There are a few blindingly obvious misconceptions which need to be addressed, and I am shocked that it didn’t occur to Dr Christian to do his research (back to medical school for you, I think):

1. Compulsive overeating is a type of eating disorder. It has the same common root as anorexia and bulimia (low self-esteem) and should be treated with equal gravity and sympathy. Low self-esteem is generated, in part, by the expectation to conform to an unrealistic beauty aesthetic. Therefore it’s perfectly possible that the sight of a gazelle-like, airbrushed slip of a thing could have you reaching for the Pringles.
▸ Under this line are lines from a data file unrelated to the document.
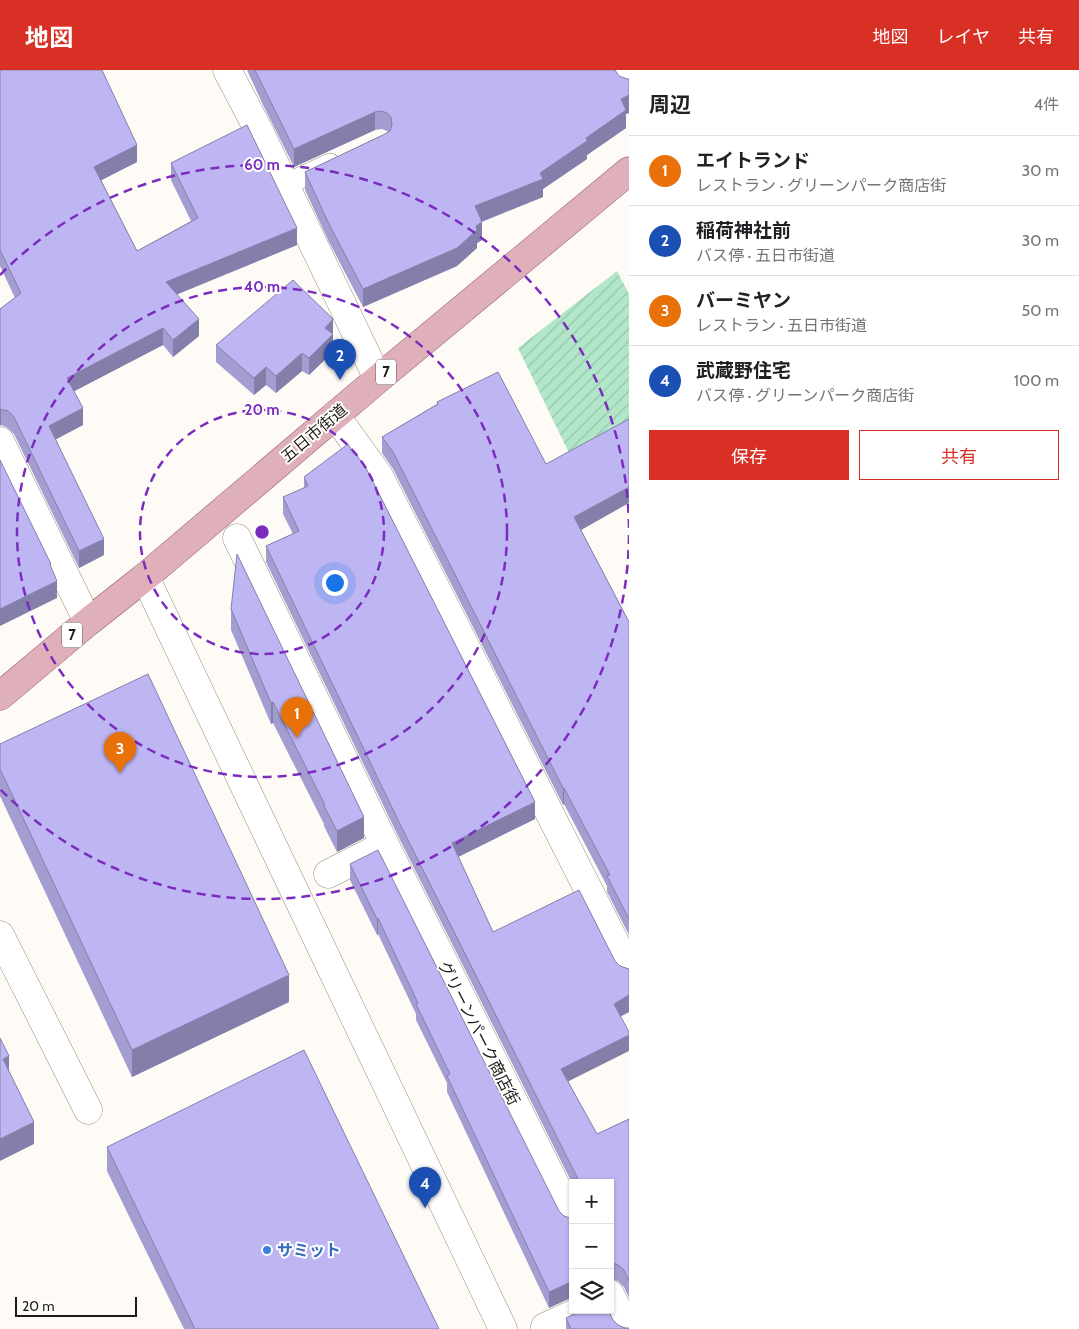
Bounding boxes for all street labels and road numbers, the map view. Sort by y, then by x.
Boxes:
road number: 7 [376,360,396,384]
street label: 五日市街道 [277,400,351,466]
road number: 7 [62,622,82,648]
street label: グリーンパーク商店街 [434,958,524,1108]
2. Whilst there is evidence to support the idea that seeing extremely thin models on television and billboards has an adverse effect on self-esteem, there is no corresponding evidence for feeling the overwhelming desire to binge after an episode of the Vicar of Dibley. Obese ‘role models’ are there to represent, not to inspire.

3. Even if this were the case, we are talking about ‘obese’ people in any event. Traditionally, a ‘straight size’ model is anything between a UK size 4 (US size 0) and a size 8. A ‘plus size’ model is therefore defined as anyone who is over a size 10. A size 10, 12 or 14 person is not ‘fat’, particularly if they are, as is often the case, 5 foot 10 or over. (Yes, that’s even by the standards of the Bollocks Mass Index charts, I think you will find).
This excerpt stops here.